Dizi DEHB ve Disleksiden muzdarip Percy Jackson’ın melezlerin dünyasına adım atışını kitaplara çok benzer bir yaklaşımla işliyor.

Dizi Şimşek Hırsızı kitabını sahne sahne kopyalama yoluna gitmiyor. Bunun yerine anahatları aynı bırakarak olaylara farklı katmanlar ekliyor. Sahne sahne analiz yapmayacağım ama detaylar gerçekten çok güzel düşünülmüş. Örneğin dizinin başındaki Perseus heykeli kitapta olmayan ancak diziye çok güzel yedirilmiş bir detay.

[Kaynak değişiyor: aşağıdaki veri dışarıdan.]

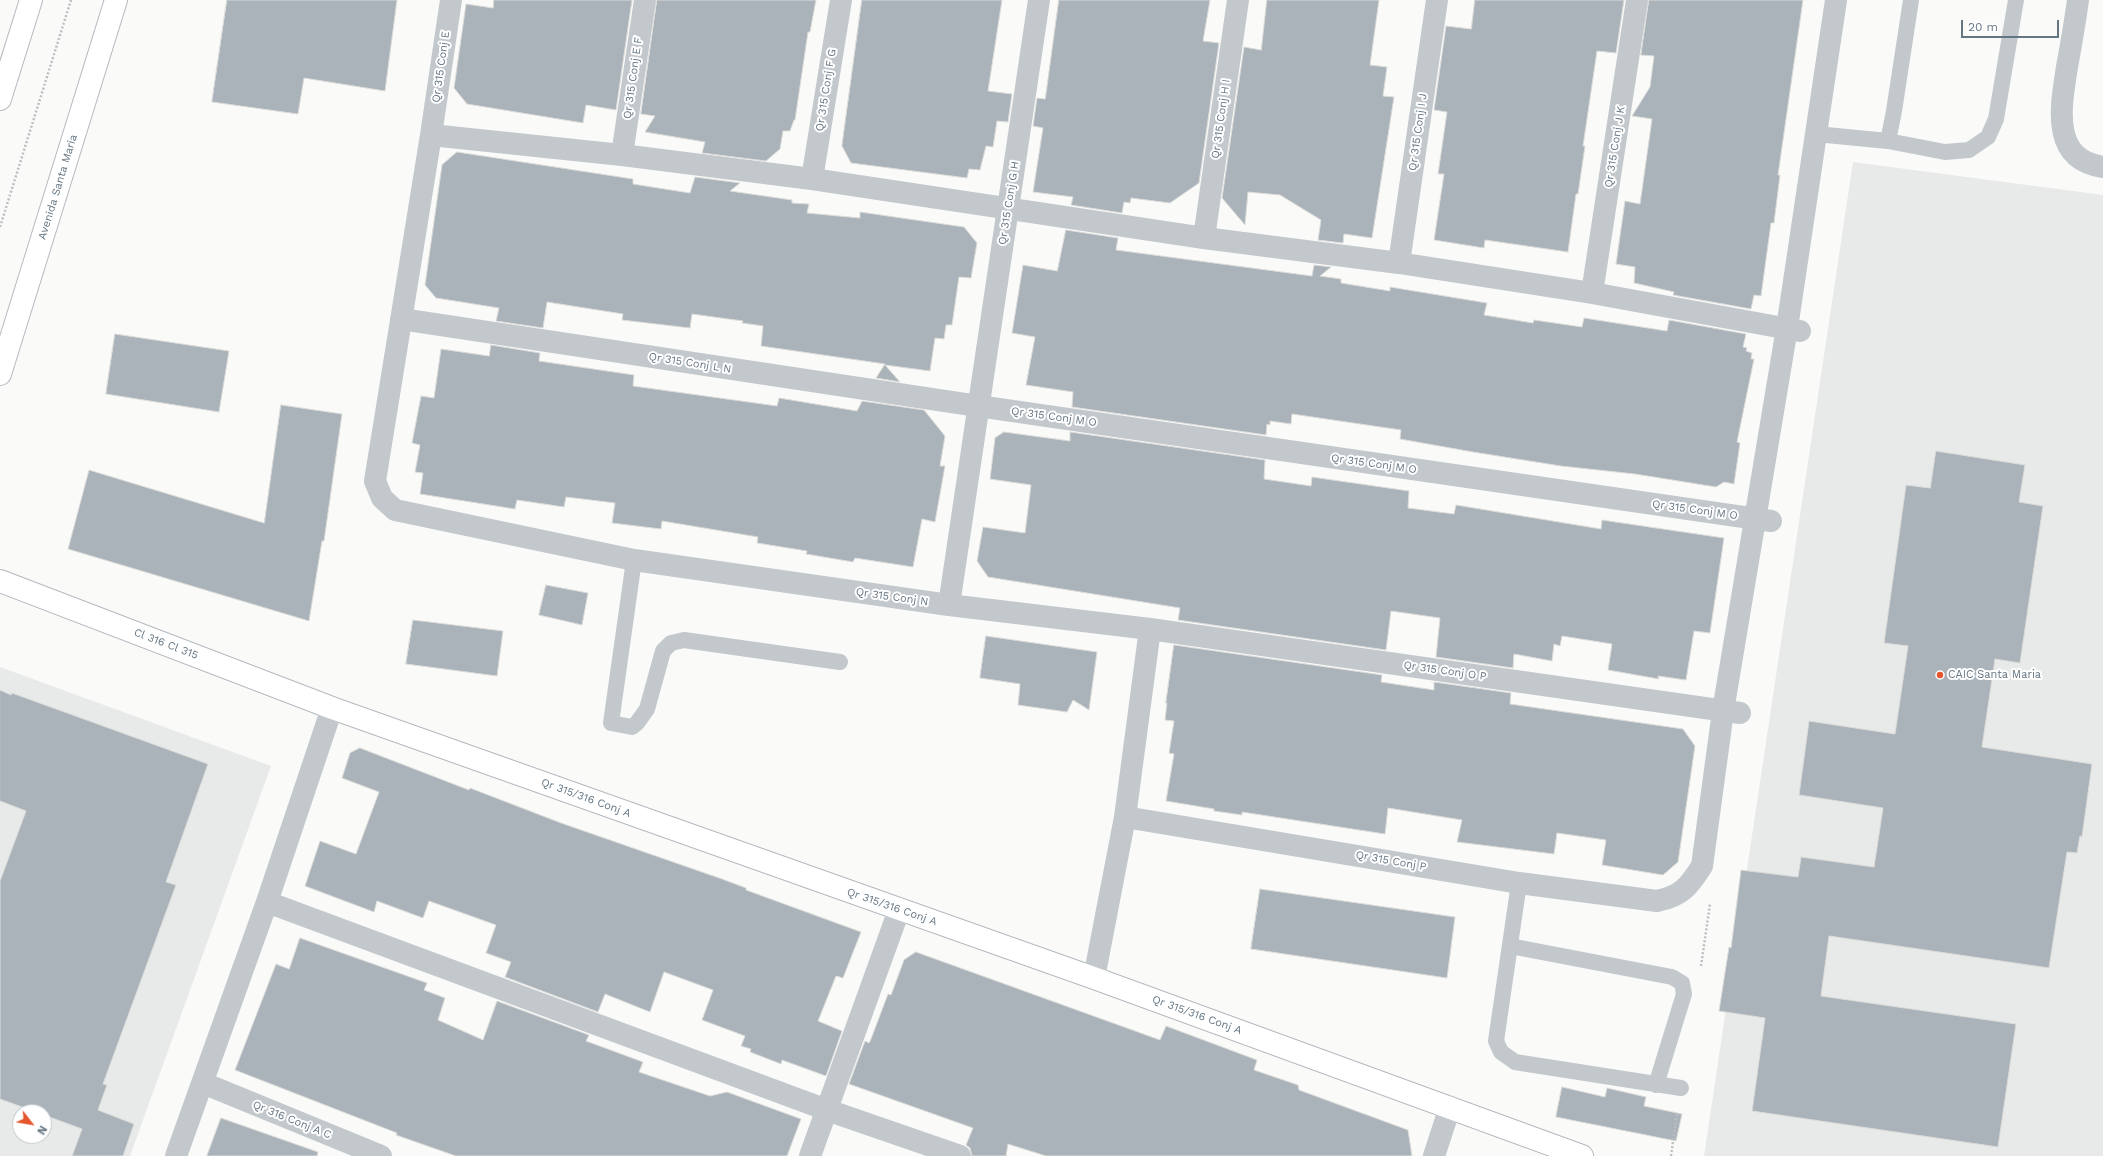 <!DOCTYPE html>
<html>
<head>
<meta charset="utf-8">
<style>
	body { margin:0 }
	#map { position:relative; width:2103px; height:1156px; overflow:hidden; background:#fafaf8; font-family:"Work Sans",sans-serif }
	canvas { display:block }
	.north { position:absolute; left:12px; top:1104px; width:40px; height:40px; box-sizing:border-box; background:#fff; border:1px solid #c1c8cd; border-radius:50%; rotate:121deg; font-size:11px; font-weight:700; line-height:16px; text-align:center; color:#657683 }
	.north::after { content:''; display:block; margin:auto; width:14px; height:18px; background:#e4572e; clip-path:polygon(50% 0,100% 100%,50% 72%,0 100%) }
	.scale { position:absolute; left:1961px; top:20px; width:98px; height:18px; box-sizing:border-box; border:2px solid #657683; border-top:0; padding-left:5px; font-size:12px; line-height:14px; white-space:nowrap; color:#657683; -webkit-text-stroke:3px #fff; paint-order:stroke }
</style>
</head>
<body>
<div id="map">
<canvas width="2103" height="1156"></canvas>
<div class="north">N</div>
<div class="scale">20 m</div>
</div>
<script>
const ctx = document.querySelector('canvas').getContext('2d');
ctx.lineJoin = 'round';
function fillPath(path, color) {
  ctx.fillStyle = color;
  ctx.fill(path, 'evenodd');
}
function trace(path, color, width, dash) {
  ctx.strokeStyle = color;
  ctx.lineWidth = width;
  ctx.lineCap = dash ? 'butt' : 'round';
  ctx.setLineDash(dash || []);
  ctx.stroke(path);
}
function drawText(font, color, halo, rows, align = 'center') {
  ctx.font = font + ' "Work Sans",sans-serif';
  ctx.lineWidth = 4;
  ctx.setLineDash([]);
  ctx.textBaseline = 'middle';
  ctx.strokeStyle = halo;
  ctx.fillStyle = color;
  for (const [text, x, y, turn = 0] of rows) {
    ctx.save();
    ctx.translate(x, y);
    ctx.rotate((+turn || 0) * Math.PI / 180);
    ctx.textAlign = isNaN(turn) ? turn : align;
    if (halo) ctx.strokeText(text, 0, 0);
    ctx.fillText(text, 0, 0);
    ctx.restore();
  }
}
fillPath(new Path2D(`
	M1853,162L2103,195V1156H1704Z
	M0,667L271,766L130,1156H0ZM20,1112H44V1136H20Z`), '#e8e9e9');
const building = new Path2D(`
	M227,0H397L385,91L304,78L298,114L212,102Z
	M494,0H632L616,110L586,105L583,123L467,104L454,88L466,4L493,8Z
	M657,0H816L810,32H808L795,120H794L790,131H783L780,149L766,161L702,153L705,142L645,132L655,116L641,114Z
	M862,0H1002L988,91L1012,94L1008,122L997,121L993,147L986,146L980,170L969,169L967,178L851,163L842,146Z
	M1059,0H1210L1203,41L1219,43L1199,183L1170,203L1131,198L1130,203L1124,202L1122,213L1071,205L1073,197L1033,192L1043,128L1033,126L1037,98L1045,99Z
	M1267,0H1379L1370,65L1387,67L1383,96L1394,97L1372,238L1344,234L1343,243L1318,240L1321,220L1280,195L1248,192L1245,225L1222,198L1244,47L1261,50Z
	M1475,0H1624L1616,53L1597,51L1583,146H1585L1578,194H1576L1568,252L1485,240L1484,248L1434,240L1444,174H1438L1447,112L1434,110L1446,26L1471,29Z
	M1649,0H1803L1778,175H1780L1774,223H1771L1761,296L1754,295L1751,309L1673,295L1674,292L1634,283L1635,267L1616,264L1625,201L1640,204L1652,119L1632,116L1650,87L1654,56L1641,55Z
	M457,152L633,179V184L690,193L695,177L740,183L730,191L792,200V203L809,204L807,213L860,218V212L964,227L977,243L971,278L959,277L952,325H946L944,339L935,338L930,371L885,365L900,382L876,378L885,364L761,346L763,326L742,323L743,321L692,314L690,328L622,320L623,314L547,302L543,328L496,321L499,308L436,298L425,285L442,165Z
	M1066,230L1118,238L1116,250L1312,276L1314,265L1331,267L1320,276L1341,279V283L1390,291V287L1487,303L1484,315L1533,323L1534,320L1582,327L1584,318L1667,331L1669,320L1746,334L1743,347L1747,348L1746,351L1752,353L1751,359H1754L1737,442L1740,443L1734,484L1724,482L1716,487L1635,474L1561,466L1473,452L1400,439L1401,430L1292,414L1291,424L1270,421V425L1267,424L1266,435L1072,407L1073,392L1026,385L1035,337L1012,333L1023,265L1057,271Z
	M115,334L229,351L219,412L106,394Z
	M491,345L540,353L539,361L634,375L633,386L777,406L779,398L857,411L862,401L924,410L945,436L940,466H945L935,522L922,519L913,567L855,558L853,562L806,554L807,551L757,543L758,537L662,521L661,529L612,523L615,503L566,497L564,507L517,500L515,509L420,494L423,473L415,472L420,445L412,443L421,396L434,398L441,349L489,356Z
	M281,405L342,414L324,541H322L309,621L68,549L89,470L264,523Z
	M1004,432L1070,441V432L1265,460L1264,479L1311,486L1312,477L1409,491L1408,508L1454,514L1456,505L1601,529L1602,520L1724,538L1710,633L1694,631L1686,680L1658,676L1659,679L1608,670L1612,644L1562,636L1560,646L1554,644L1552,661L1514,654L1513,668L1436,657L1440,618L1391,611L1386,650L1178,620L1180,608L988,577L977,561L983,527L1025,533L1031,485L990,479L995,438Z
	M1936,451L2025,465L2019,502L2043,506L2020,663L1995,659L1982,747L2092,764L2082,837L2080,836L2077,853L2067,852L2049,968L1829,936L1821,996L2016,1024L1998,1147L1752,1111L1765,1018L1719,1011L1729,947L1731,948L1741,870L1798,877L1801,857L1874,867L1883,808L1799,795L1809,721L1895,734L1908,646L1884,643L1906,485L1930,488Z
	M546,585L588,593L582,625L539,615Z
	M413,620L503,631L497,676L406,664Z
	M986,636L1097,652L1089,710L1073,700L1067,712L1018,705L1020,684L980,678Z
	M1174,645L1382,675L1381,682L1434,690V682L1511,693L1510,704L1683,729L1695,746L1678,862L1663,875L1602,865L1606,840L1557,833L1554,854L1457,842L1462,820L1388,808L1385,834L1242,812V815L1214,811V809L1166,801L1174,754L1169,753L1174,721L1165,720L1167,703H1166Z
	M0,690L11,695L12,693L208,764L166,882L176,885L103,1084L107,1085L98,1110L134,1124L123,1156H72L82,1129L44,1115V1112H36L0,1099V881L26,811L0,801Z
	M360,748L469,790L470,788L561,823L722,879L746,888V890L861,932L843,978L836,976L818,1021L842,1031L826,1076L782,1060L781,1064L750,1052L751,1049L741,1046L745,1036L702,1020L713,990L664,972L650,1012L605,994L598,1012L505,977L511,962L486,953L496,925L429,901L423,918L377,901L374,912L305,886L320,841L356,854L379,792L342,778L350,753Z
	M1260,889L1455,917L1447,978L1251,949Z
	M300,938L427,983L424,990L445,998L438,1020L483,1040L497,1001L589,1035L586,1041L643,1062L639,1072L710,1096L727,1092L801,1119L787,1156H456L396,1135L397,1133L235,1070L276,964L289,969Z
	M916,952L1160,1040L1166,1026L1257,1060L1254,1070L1298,1085L1299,1090L1408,1130L1412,1156H1046L1008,1144L1006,1156H972L970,1148L966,1145L973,1128L849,1084L865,1041L869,1043L871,1039L888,994L891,995L904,960Z
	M1562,1087L1605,1097L1607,1088L1646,1097L1644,1106L1682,1114L1676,1141L1556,1117Z
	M221,1118L318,1152L317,1156H207Z`);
fillPath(building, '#aab3b9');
trace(building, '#dcdcda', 1);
const secondary = new Path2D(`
	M0,99L31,0
	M0,374L116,0
	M0,581L332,708L1094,978L1582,1156`);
trace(secondary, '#b3babf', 24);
trace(new Path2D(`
	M0,227L71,0
	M1701,966L1710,904
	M1671,1156L1677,1113`), '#bbbfc2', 2.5, [2, 2]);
trace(new Path2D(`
	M1816,134L1888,141L1945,152L1969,150L1988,137L1996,119L2016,0
	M1888,141L1894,111L1911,0
	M634,560L611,723L632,727L637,723L647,709L663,651L671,643L684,640L840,662
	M1519,883L1496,1041L1501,1052L1515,1062L1681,1088
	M1510,946L1672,977L1682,983L1684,994L1656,1085`), '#c3c8cc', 16);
trace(new Path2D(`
	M451,0L431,135L375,481L382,498L395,510L634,560L949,605L1150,629L1740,713
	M2078,0C2075,22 2071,45 2067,67C2061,106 2050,159 2103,167
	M431,135L622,155L812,179L1204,238L1399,263L1592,293L1800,331
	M622,155L645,0
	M812,179L841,0
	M1204,238L1238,0
	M1399,263L1437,0
	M1592,293L1637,0
	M401,319L978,406L1771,521
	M949,605L1039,0
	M1125,817L1519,883L1657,901C1682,896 1689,886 1702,866L1723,711L1787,328L1836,0
	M267,902L827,1110L960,1156
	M1094,978L1125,817L1150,629
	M203,1083L381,1156
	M176,1156L267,902L332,708
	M810,1156L899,910
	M1434,1156L1450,1107`), '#c3c8cc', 22);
trace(secondary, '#fff', 22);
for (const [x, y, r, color] of [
	[1940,675,4,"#e4572e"]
]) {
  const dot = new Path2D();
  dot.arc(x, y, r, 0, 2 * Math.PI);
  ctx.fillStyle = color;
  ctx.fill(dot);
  trace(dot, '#fff', 1.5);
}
drawText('11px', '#657683', '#fff', [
	["Qr 315 Conj E",441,67,-82],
	["Qr 315 Conj E F",633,78,-82],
	["Qr 315 Conj F G",826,90,-81],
	["Qr 315 Conj H I",1221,119,-82],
	["Qr 315 Conj I J",1418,132,-82],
	["Qr 315 Conj J K",1615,147,-81],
	["Avenida Santa Maria",58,187,-73],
	["Qr 315 Conj G H",1009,203,-81],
	["Qr 315 Conj L N",690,363,9],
	["Qr 315 Conj M O",1054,417,8],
	["Qr 315 Conj M O",1374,464,8],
	["Qr 315 Conj M O",1695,510,8],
	["Qr 315 Conj N",892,597,8],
	["Cl 316 Cl 315",166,644,21],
	["Qr 315 Conj O P",1445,671,8],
	["Qr 315/316 Conj A",586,798,20],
	["Qr 315 Conj P",1391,861,10],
	["Qr 315/316 Conj A",892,907,19],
	["Qr 315/316 Conj A",1197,1015,20],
	["Qr 316 Conj A C",292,1120,22]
]);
drawText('11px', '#657683', '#fff', [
	["CAIC Santa Maria",1948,675]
], 'left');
</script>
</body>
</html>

Yapılan değişiklikler genel anlamda iyi düşünülmüş, kitabın ruhunu öldürmektense onu onurlandıracak şekilde hikâyeye yedirilmiş. Gidişata biraz bile hakimseniz neyin neden yapıldığını, hangi kararın neden verildiğini az çok anlayabiliyorsunuz.

Bu kararların hepsine katıldığımı söyleyemeyeceğim ama ortaya genel olarak pek çok uyarlamadan daha başarılı ve anlaşılır bir iş çıkmış. Üstelik diziye eklenen ve aslında kitapta olmayan ayrıntılar da sırıtmamış, özellikle Sally Jackson’ın bu sezon önemli bir yer tutması doğru bir karar olmuş bana kalırsa. Özellikle Minotor sahnesinde bunun etkilerini bariz şekilde görüyoruz.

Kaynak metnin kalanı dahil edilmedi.